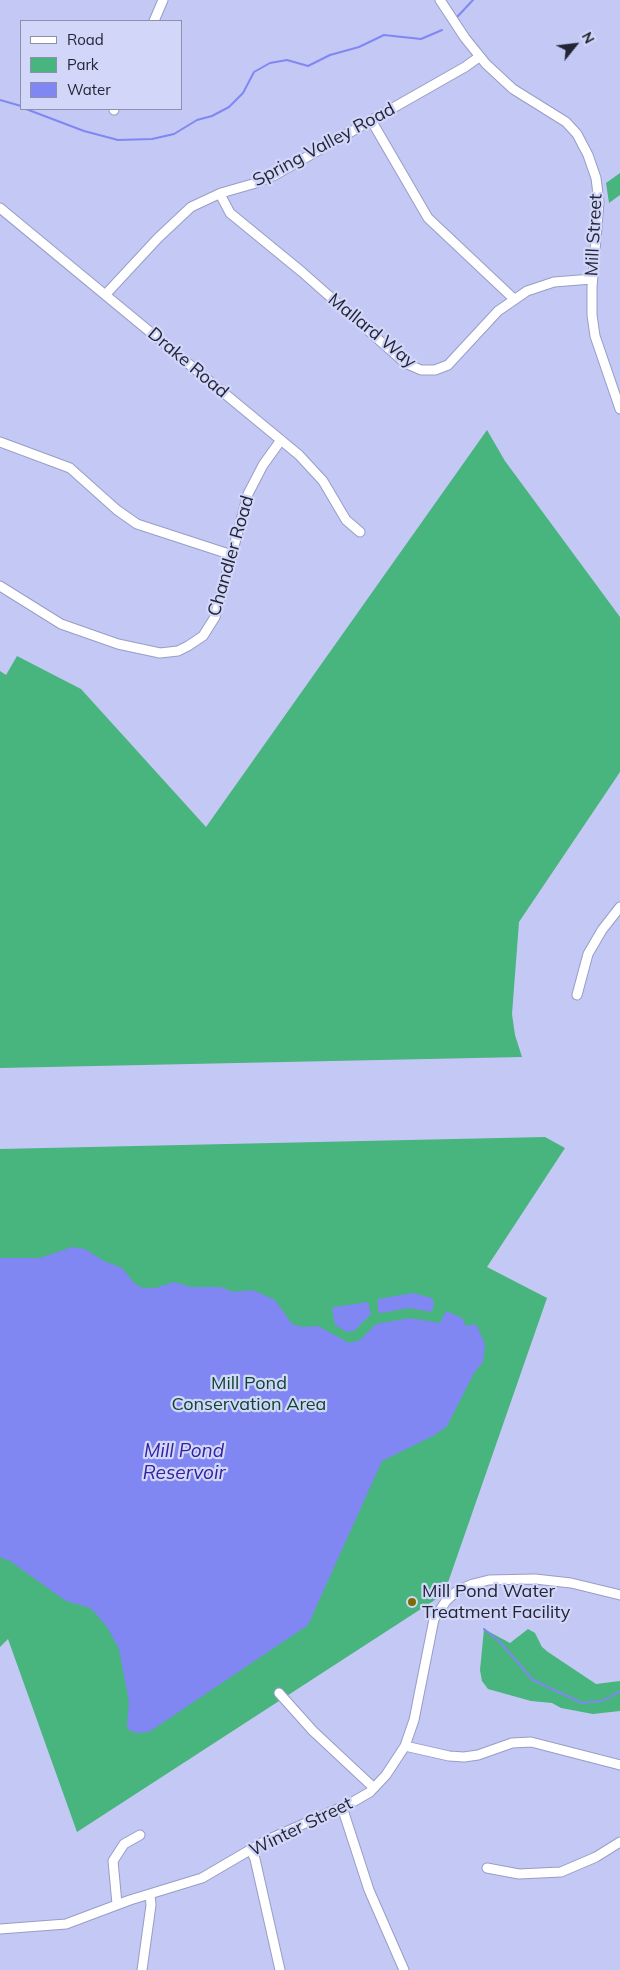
<!DOCTYPE html>
<html>
<head>
<meta charset="utf-8">
<style>
  body { margin:0 }
  #map { position:relative; width:620px; height:1970px; overflow:hidden; background:#c3c9f4; font-family:Mulish,sans-serif }
  canvas { display:block }
  .legend { position:absolute; left:20px; top:20px; width:162px; height:90px; box-sizing:border-box; background:#d2d7fa; border:1px solid #8c90ab; margin:0; padding:6px 9px; list-style:none; font-size:15px; color:#232535 }
  .legend li { display:flex; align-items:center; gap:10px; height:25px }
  .legend b { width:25px; border:1px solid #8c90ab }
  .north { position:absolute; left:550px; top:20px; width:50px; height:50px; -webkit-text-stroke:4px #d2d7fa; paint-order:stroke; rotate:61deg; font-size:14px; font-weight:700; line-height:20px; text-align:center; color:#232535 }
  .north::after { content:''; display:block; margin:auto; width:18px; height:22px; background:#232535; clip-path:polygon(50% 0,100% 100%,50% 72%,0 100%) }
</style>
</head>
<body>
<div id="map">
<canvas width="620" height="1970"></canvas>
<ul class="legend">
<li><b style="height:6px;background:#fff"></b>Road</li>
<li><b style="height:14px;background:#48b47e"></b>Park</li>
<li><b style="height:14px;background:#8087f3"></b>Water</li>
</ul>
<div class="north">N</div>
</div>
<script>
const c = document.querySelector('canvas').getContext('2d');
c.lineJoin = 'round';
function paint(path, color) { c.fillStyle = color; c.fill(path, 'evenodd'); }
const toPath = rows => new Path2D(rows.map(r => 'M' + r).join(''));
function trace(path, color, width, dash) { c.strokeStyle = color; c.lineWidth = width; c.lineCap = dash ? 'butt' : 'round'; c.setLineDash(dash || []); c.stroke(path); }
function write(font, color, halo, rows, align = 'center') {
  c.font = font + ' Mulish,sans-serif'; c.lineWidth = 4.5; c.setLineDash([]); c.textBaseline = 'middle'; c.strokeStyle = halo; c.fillStyle = color; for (const [text, x, y, turn = 0] of rows) {
    c.save(); c.translate(x, y); c.rotate((+turn || 0) * Math.PI / 180); c.textAlign = isNaN(turn) ? turn : align; if (halo) c.strokeText(text, 0, 0); c.fillText(text, 0, 0); c.restore();
  }
}
const green = toPath([
  [620,173,620,195,609,203,606,183],
  [487,430,505,461,620,617,620,772,519,922,512,1014,515,1035,522,1057,0,1068,0,671,6,675,17,656,81,689,206,827],
  [545,1137,565,1148,487,1267,547,1298,444,1594,77,1832,8,1639,0,1647,0,1149],
  [484,1629,510,1643,528,1629,535,1633,542,1647,548,1652,596,1684,620,1681,620,1711,593,1714,561,1708,552,1703,531,1701,488,1689,482,1681,480,1670]
]);
const water = toPath([
  [72,1247,85,1249,104,1261,122,1268,135,1284,143,1288,155,1288,174,1282,191,1287,221,1287,233,1292,253,1290,275,1300,292,1324,303,1327,318,1326,349,1343,360,1340,376,1324,410,1318,440,1323,446,1311,462,1318,466,1326,476,1324,485,1344,483,1362,474,1373,447,1426,435,1435,382,1461,308,1625,149,1732,136,1733,129,1730,127,1726,129,1702,119,1649,107,1627,97,1615,90,1608,66,1601,10,1561,0,1557,0,1258,40,1258],
  [413,1293,432,1298,434,1303,432,1312,409,1308,381,1313,378,1312,378,1299],
  [368,1302,371,1314,354,1331,347,1332,335,1325,332,1309,334,1307]
]);
const stream = toPath([
  [457,17,473,0],
  [0,100,21,106],
  [26,109,84,131,118,140,152,139,174,134,197,120,212,116,229,107,243,93,254,72,270,63,287,60,308,66,330,55,359,47,384,35,421,39,442,30],
  [484,1629,500,1642,533,1680,582,1703,602,1701,620,1691]
]);
const minor = toPath([
  [440,0,465,38,486,64,513,89,566,122,577,134,588,155,596,178,599,202,592,287,592,315,595,336,620,409],
  [154,21,163,0],
  [114,110,114,109],
  [371,120,428,218,514,299],
  [220,194,230,213,302,272,405,363,421,370,435,370,448,365,498,311,527,291,554,282,592,279],
  [0,208,299,455,323,481,346,520,360,532],
  [106,294,158,238,191,207,221,193,256,183,275,175,465,67,479,57],
  [0,442,70,468,117,510,137,524,232,555],
  [0,586,61,624,118,644,160,653,178,651,188,646,203,636,215,617,248,494,263,465,281,440],
  [577,995,588,954,602,930,620,907],
  [279,1693,313,1731,374,1788],
  [405,1746,449,1756,464,1757,478,1755,512,1743,531,1742,620,1765],
  [342,1807,369,1890,404,1970],
  [251,1850,255,1859,280,1970],
  [487,1868,519,1874,561,1872,596,1857,620,1842],
  [117,1904,113,1861,124,1844,140,1835],
  [0,1929,66,1924,130,1900,202,1878,267,1840,351,1803,370,1792,386,1775,405,1746,414,1720,434,1619,446,1601,458,1590,473,1584,489,1580,535,1579,571,1583,620,1595],
  [142,1970,151,1905,150,1894]
]);
const markers = [
  [412,1602,5,"#7c6c05"]
];
const streetNames = [
  ["Spring Valley Road",324,145,-28],
  ["Mill Street",594,235,-87],
  ["Mallard Way",372,331,39],
  ["Drake Road",188,363,40],
  ["Chandler Road",231,556,-74],
  ["Winter Street",301,1827,-26]
];
const parkNames = [
  ["Mill Pond",249,1384],
  ["Conservation Area",249,1405]
];
const poiNames = [
  ["Mill Pond Water",422,1592],
  ["Treatment Facility",422,1613]
];
const waterNames = [
  ["Mill Pond",184,1451],
  ["Reservoir",184,1473]
];
paint(green, '#48b47e');
paint(water, '#8087f3');
trace(stream, '#8087f3', 2);
trace(minor, '#989dc6', 11);
trace(minor, '#fff', 9);
for (const [x, y, r, color] of markers) { const dot = new Path2D(); dot.arc(x, y, r, 0, 2 * Math.PI); c.fillStyle = color; c.fill(dot); trace(dot, '#d2d7fa', 2); }
write('18px', '#232535', '#d2d7fa', streetNames);
write('18px', '#0b472c', '#d2d7fa', parkNames);
write('18px', '#232535', '#d2d7fa', poiNames, 'left');
write('italic 19px', '#3421a0', '#d2d7fa', waterNames);
</script>
</body>
</html>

━━━━━━━━━━

Problem to solve.
Show every line of the data that includes the string "solid".

Finished task.
  .legend { position:absolute; left:20px; top:20px; width:162px; height:90px; box-sizing:border-box; background:#d2d7fa; border:1px solid #8c90ab; margin:0; padding:6px 9px; list-style:none; font-size:15px; color:#232535 }
  .legend b { width:25px; border:1px solid #8c90ab }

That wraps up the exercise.